Although there was a hint of entertainment in his voice, your answer was solemn, “You too,” you said. “You are my only one.”
“Your first and only,” he said, and you smiled at him. You didn’t need to confirm, both of you knew. “Next summer, right?”
“Yes. Next summer.”

From Autumn to the end of the Spring of the next year, you lived in an apartment close to your university’s campus. It was an odd thing that surely wasn’t worth the price. Although the windows caught the streams of the sun from morning to afternoon, the place never seemed to get light enough and never felt exactly warm. The air inside was always soaked with the smell of the never-changing humid weather and the chocolate cookies your door neighbor baked for extra cash.
Your father said you could find a better place and move, he could afford it — he surely could afford it. But the thing was: you knew that it wouldn’t matter. One call to Jake and you knew — this odd apartment or luxurious one, no place would ever make you feel at home like his house did.
“Soon,” Jake whispered every time. “Soon you will be back home.”
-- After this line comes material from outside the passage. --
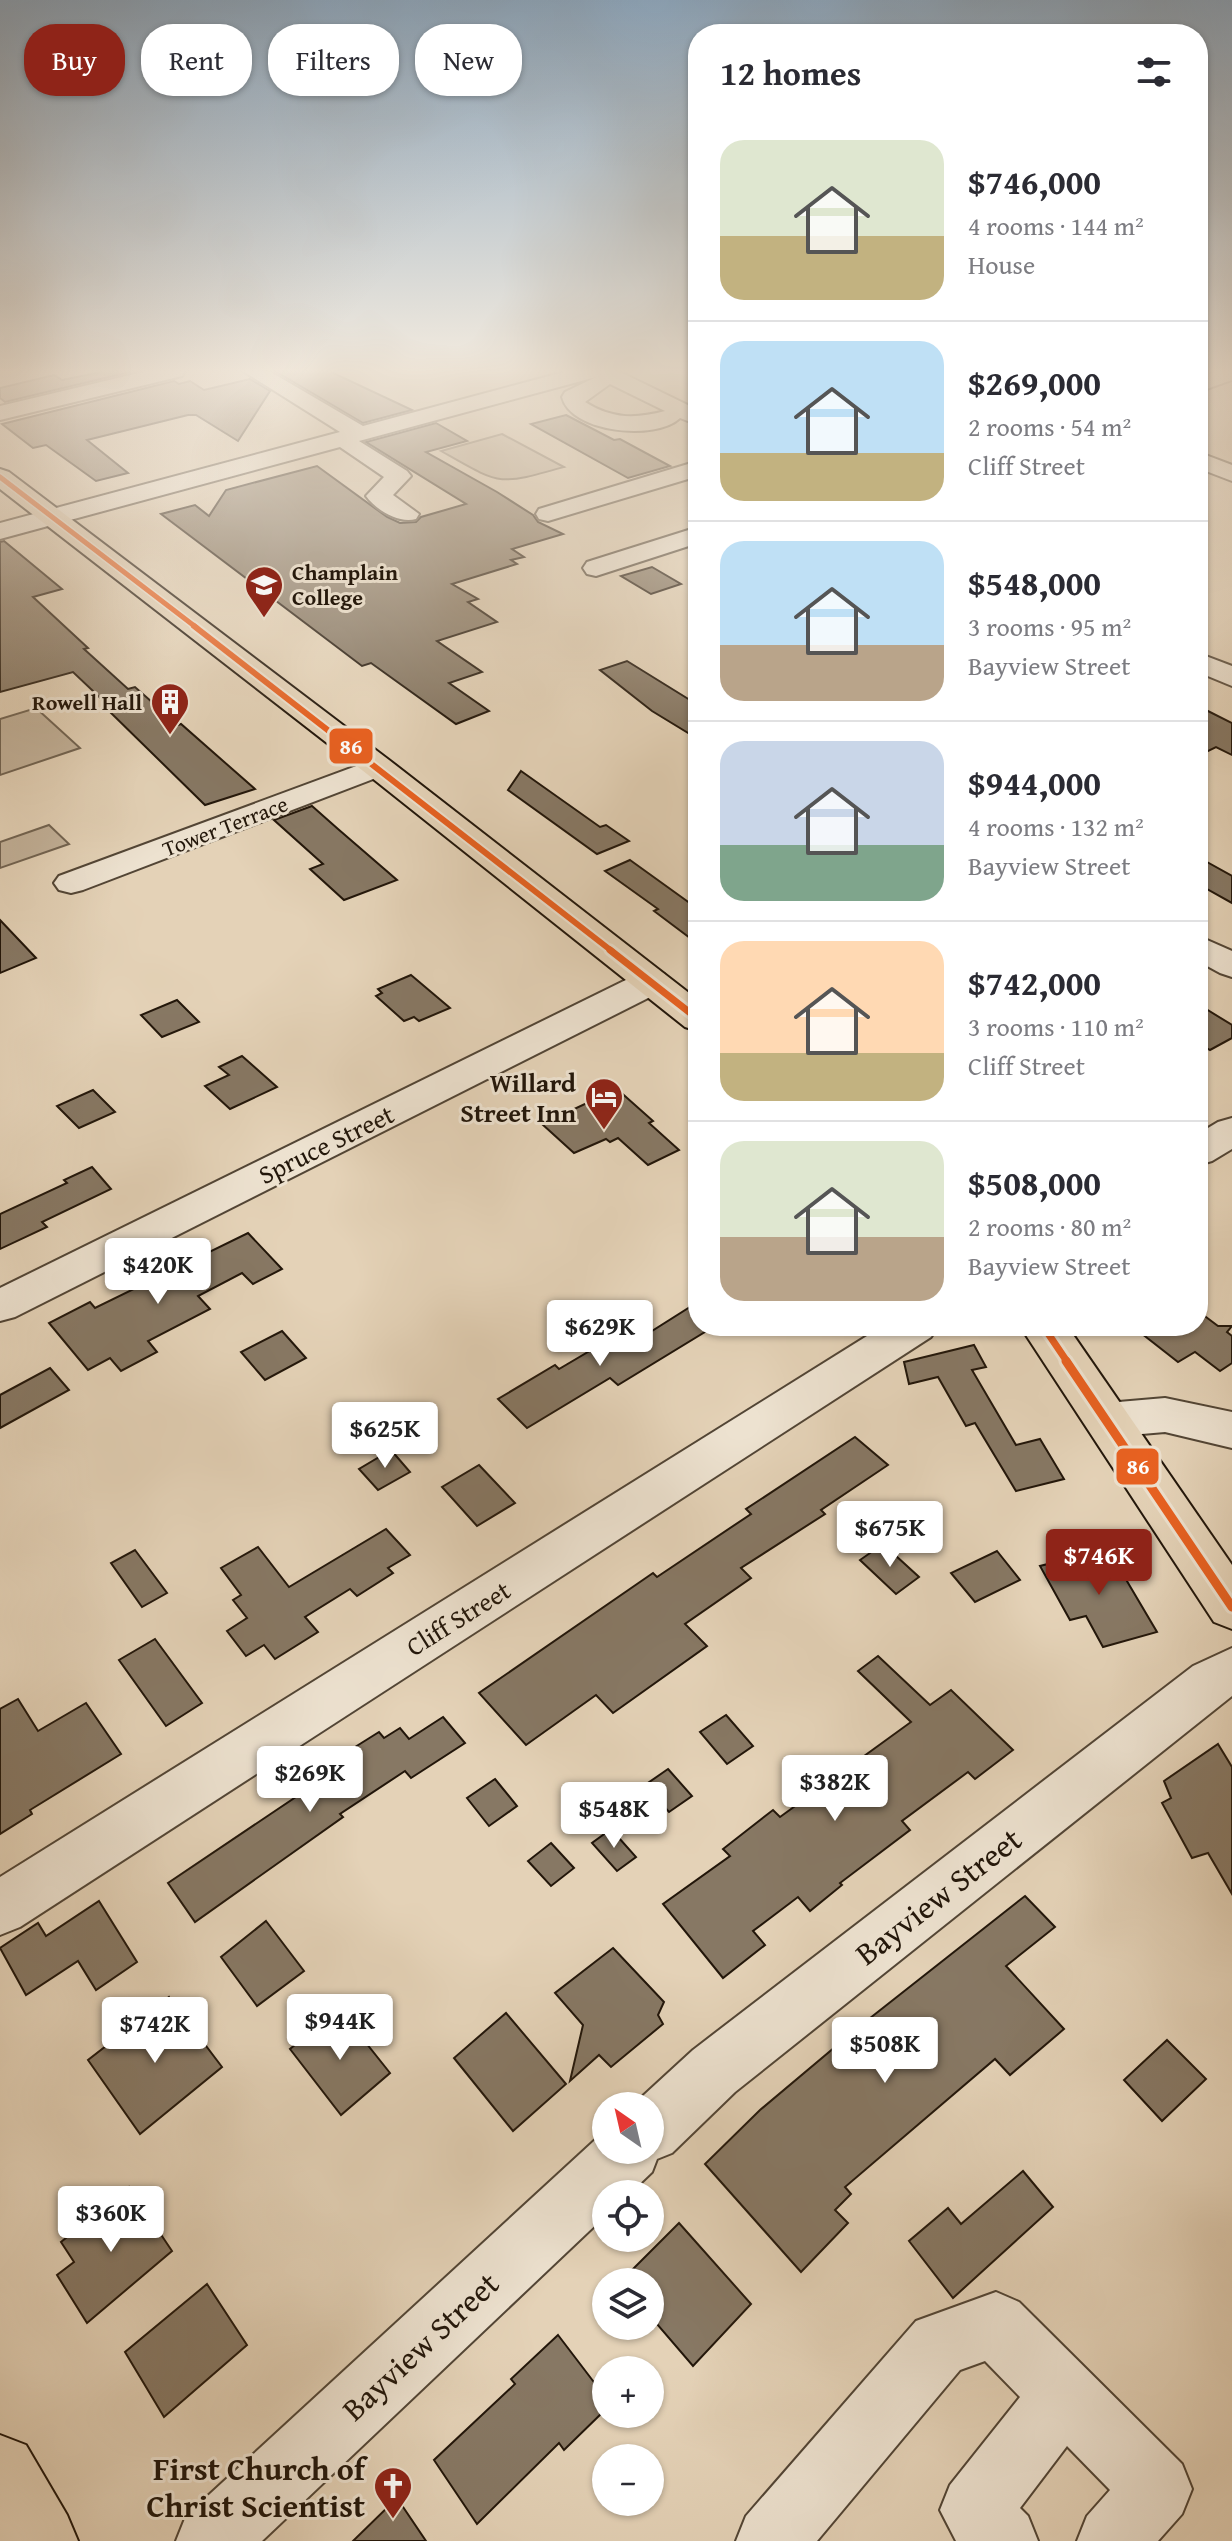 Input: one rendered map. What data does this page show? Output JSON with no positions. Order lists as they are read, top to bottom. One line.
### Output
{"streets":{"street":["Tower Terrace","Spruce Street","Cliff Street","Bayview Street"]},"places":{"school or university":["Champlain College"],"building":["Rowell Hall"],"hotel":["Willard Street Inn"],"church":["First Church of Christ Scientist"]},"lines":["transit line 86"],"north":"top left","page":{"chip":["Buy","Rent","Filters","New"],"heading":"12 homes","list":[{"name":"$746,000","note":"4 rooms · 144 m² · House"},{"name":"$269,000","note":"2 rooms · 54 m² · Cliff Street"},{"name":"$548,000","note":"3 rooms · 95 m² · Bayview Street"},{"name":"$944,000","note":"4 rooms · 132 m² · Bayview Street"},{"name":"$742,000","note":"3 rooms · 110 m² · Cliff Street"},{"name":"$508,000","note":"2 rooms · 80 m² · Bayview Street"}],"price":["$420K","$629K","$625K","$675K","$746K","$269K","$382K","$548K","$944K","$742K","$508K","$360K"],"map_buttons":["+","−"]}}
And you did. Three hundred forty-nine days later — according to Jake’s count, but you did, and Seogwipo was the same as you remembered.
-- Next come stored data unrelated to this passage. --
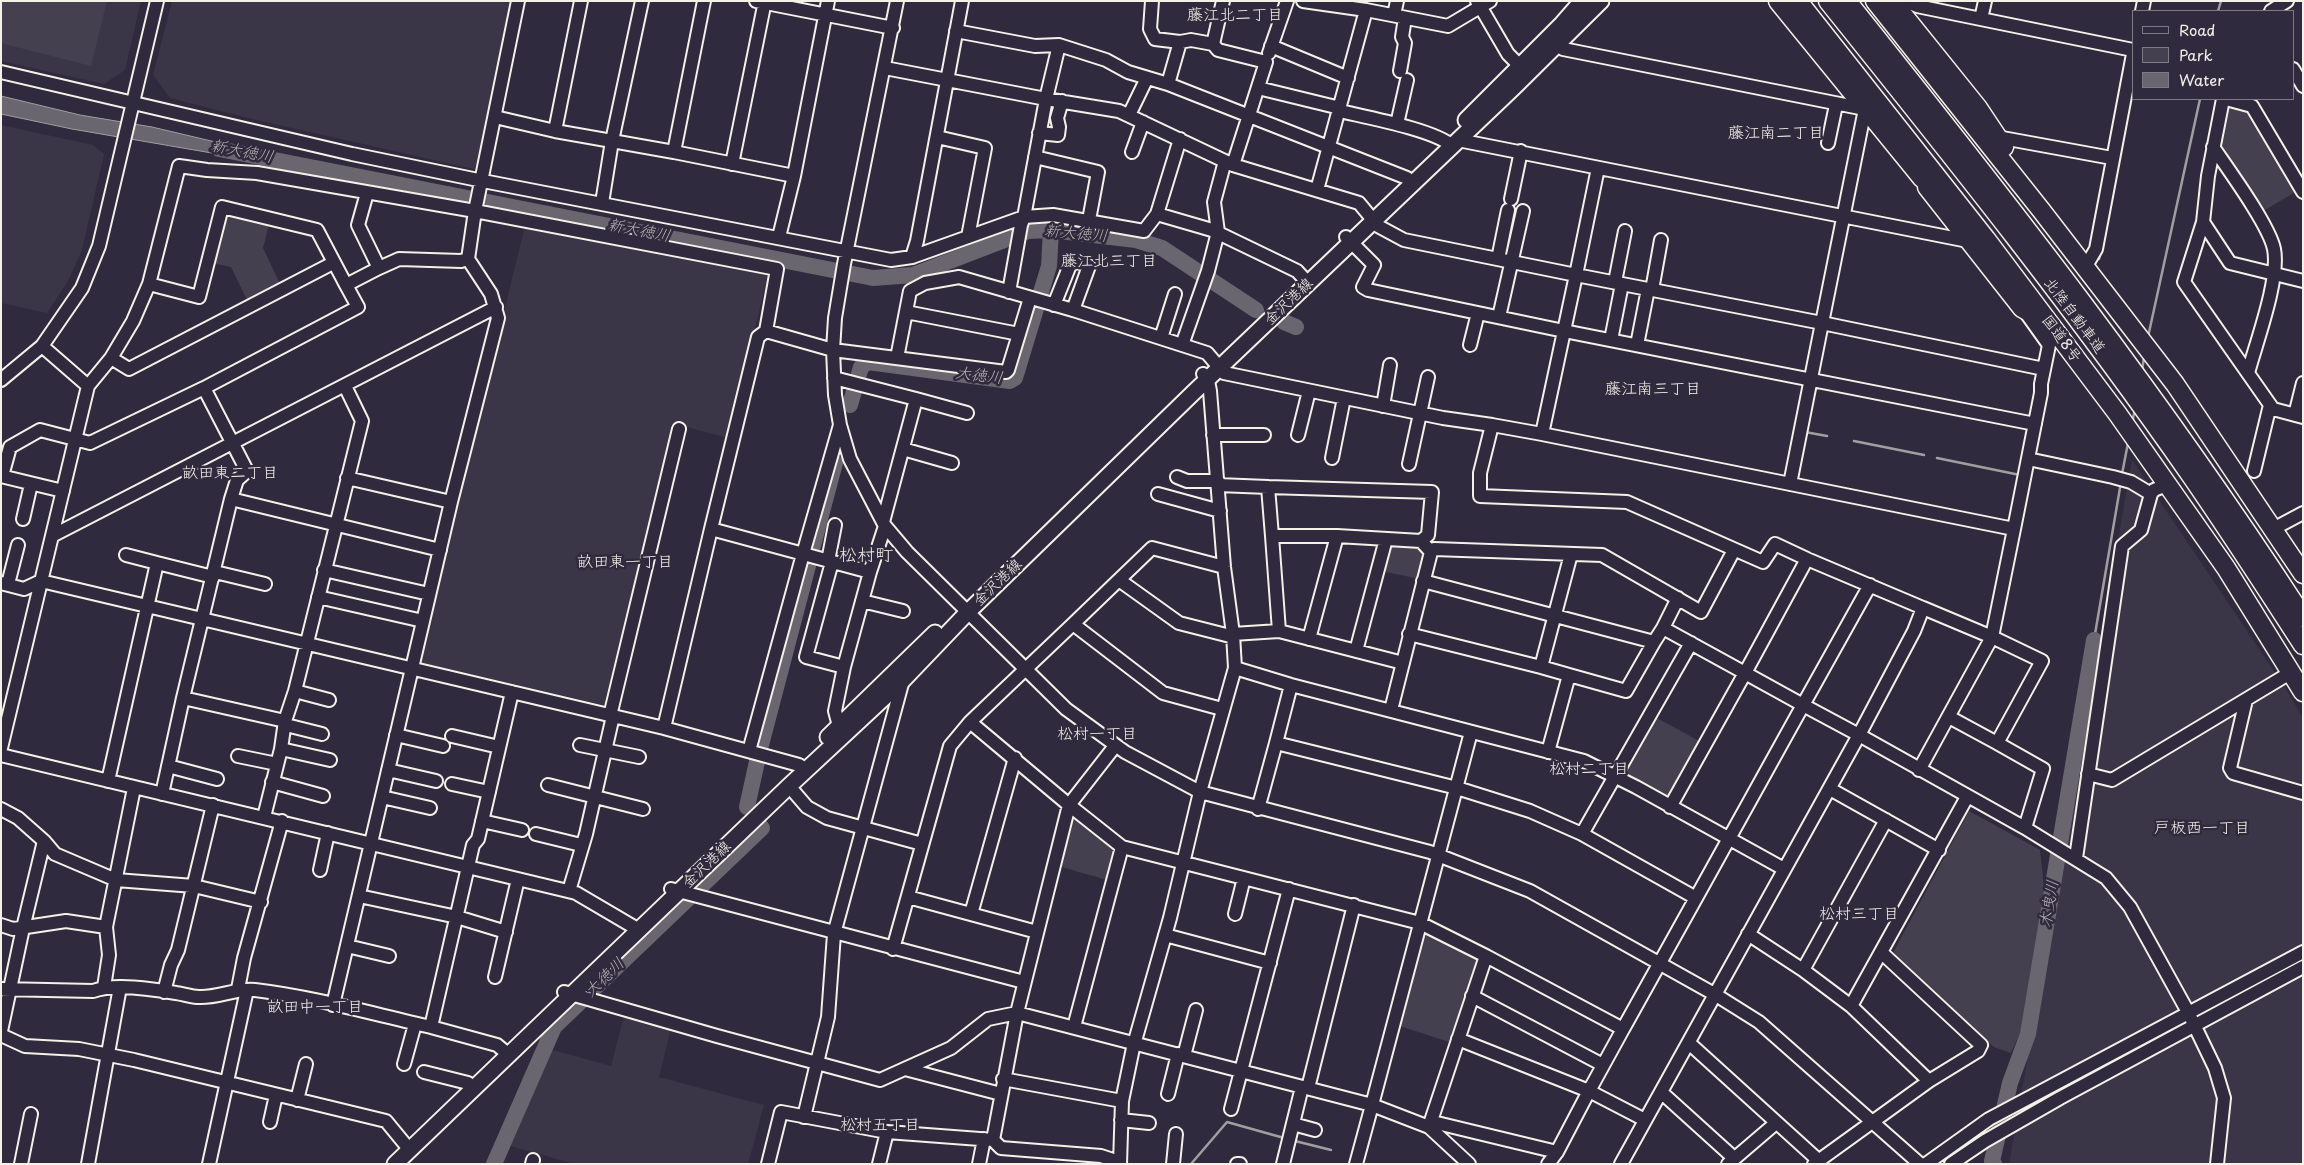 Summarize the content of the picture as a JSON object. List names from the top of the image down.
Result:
{
  "streets": {
    "highway": ["北陸自動車道", "国道8号"],
    "main road": ["金沢港線"]
  },
  "districts": [
    "藤江北二丁目",
    "藤江南二丁目",
    "藤江北三丁目",
    "藤江南三丁目",
    "畝田東二丁目",
    "松村町",
    "畝田東一丁目",
    "松村一丁目",
    "松村二丁目",
    "戸板西一丁目",
    "松村三丁目",
    "畝田中一丁目",
    "松村五丁目"
  ],
  "water": ["新大徳川", "大徳川", "木曳川"],
  "legend": ["Road", "Park", "Water"]
}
Exactly one hour and seven minutes away from Jeju City, the bus stopped just a few streets away from Jake’s address — the same pretty road running along the South Sea and that made it easy to stroll along the sidewalk, nothing but the sound of your luggage against the pavement, and the waves, softly crashing against the stones.
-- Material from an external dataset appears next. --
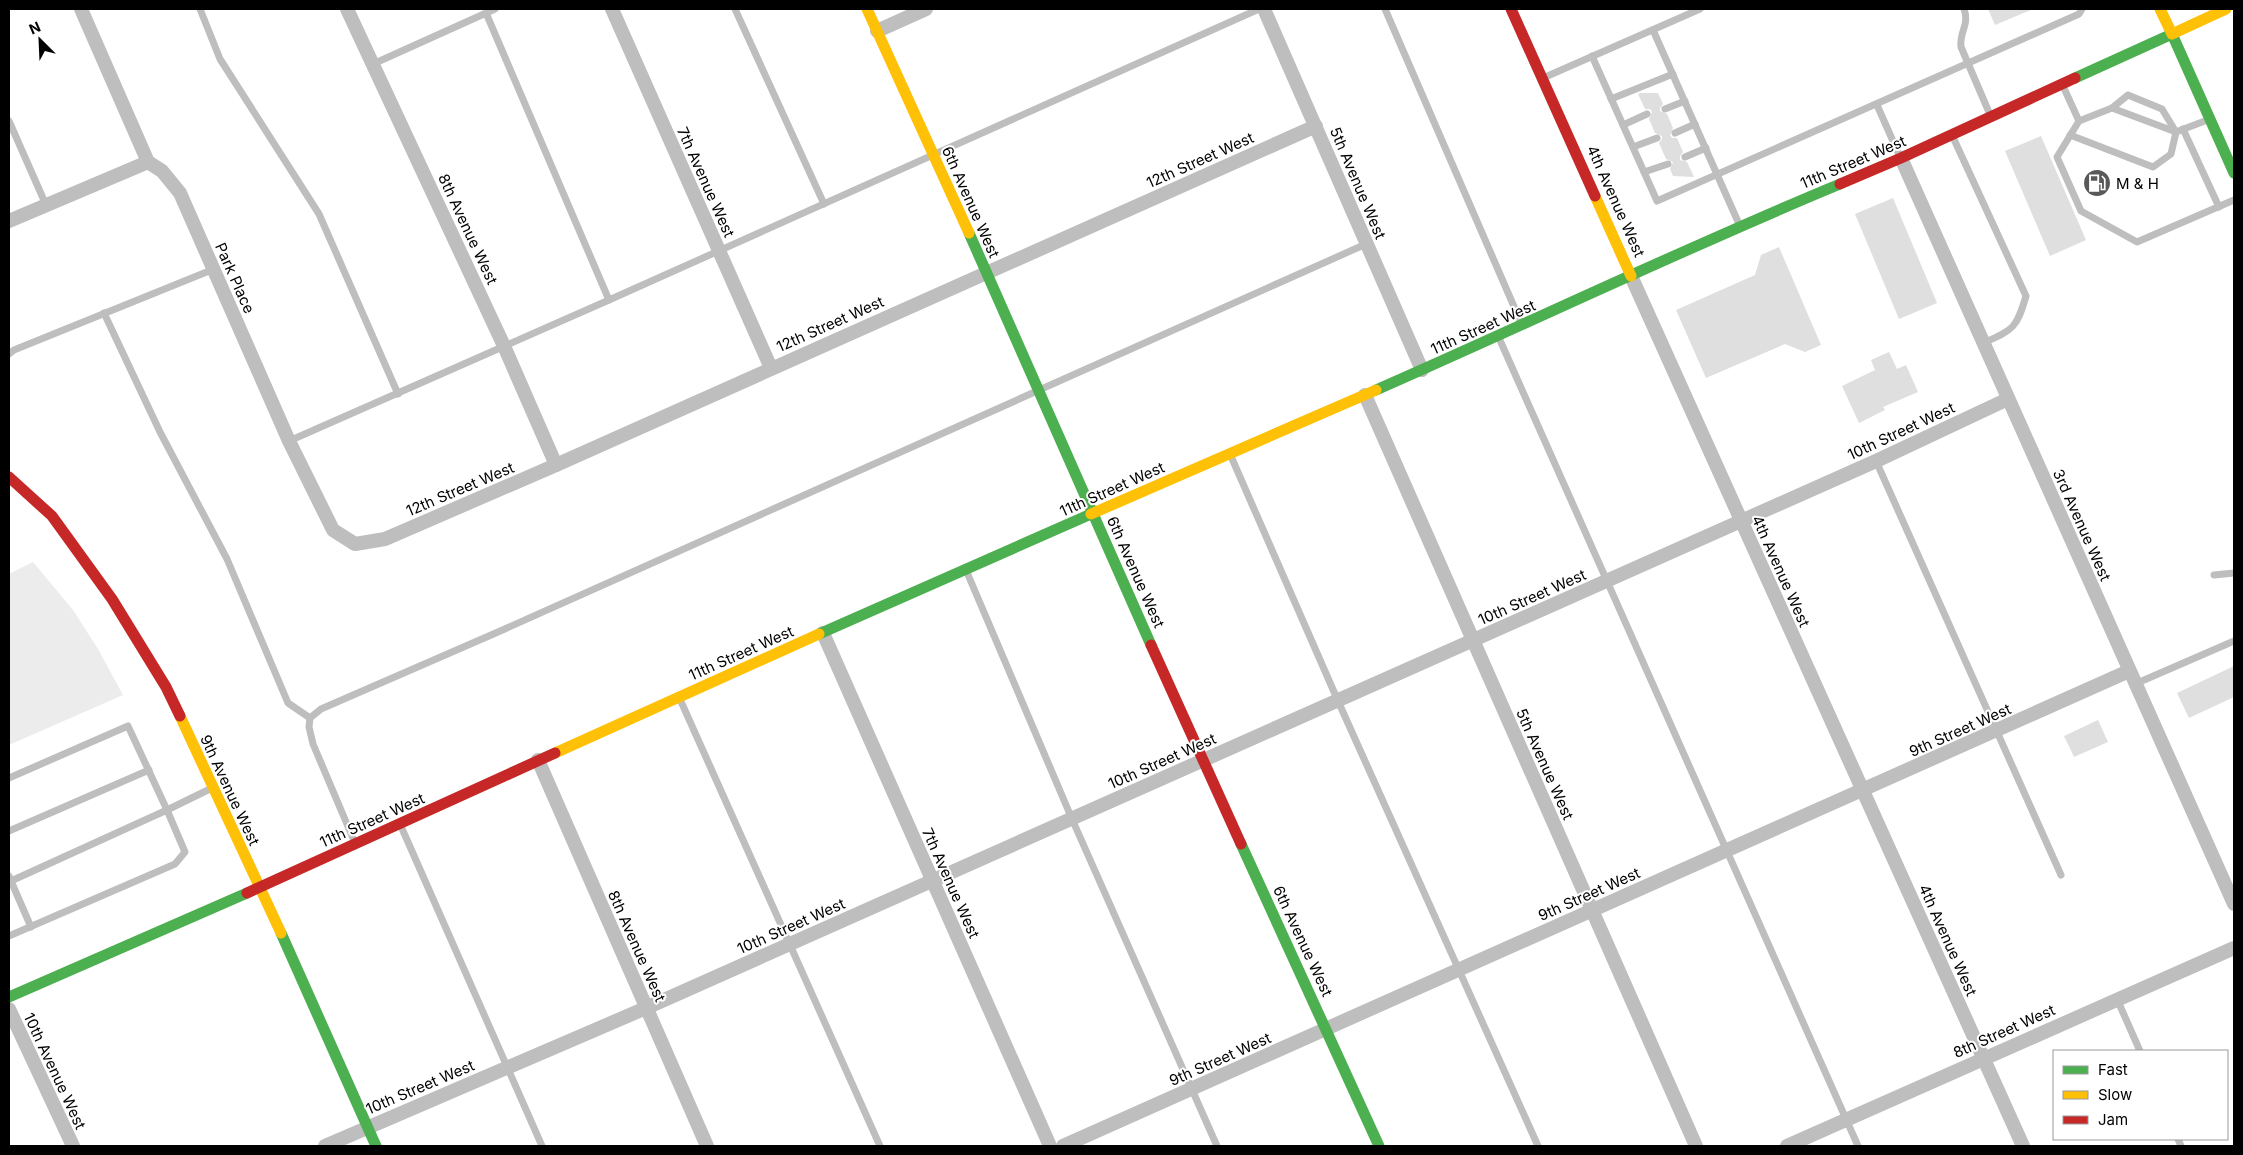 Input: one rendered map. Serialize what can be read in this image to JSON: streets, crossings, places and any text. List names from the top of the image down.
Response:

Mrs. Choi gasped as she caught sight of you, immediately standing up from the stool placed at her bakery’s door. She rushed at you, meeting you in the middle as her arms curled around you. It was weird that you have gotten closer to her after your departure, almost every other day receiving her audio messages through Jake’s phone as she stopped at his house, leaving just baked bread together with some side dishes and telling you “she was taking care of your boy”. She also occasionally told you about Euntaek, finally getting his life straight and entering a university on the mainland — Busan, which was not his dream goal, but he was at least better than when you came to know him.
“Jake said you were only coming by next week!” she exclaimed then.
“I decided to surprise him.”
“You are going to give him a heart attack, he was counting the days, and telling everyone you were coming back for the summer,” she said, affectionately hitting your shoulders. “But hurry up then, I don’t want to keep you both away. Do you need help with the luggage?”
“No, it’s alright,” you smiled. “Thank you.”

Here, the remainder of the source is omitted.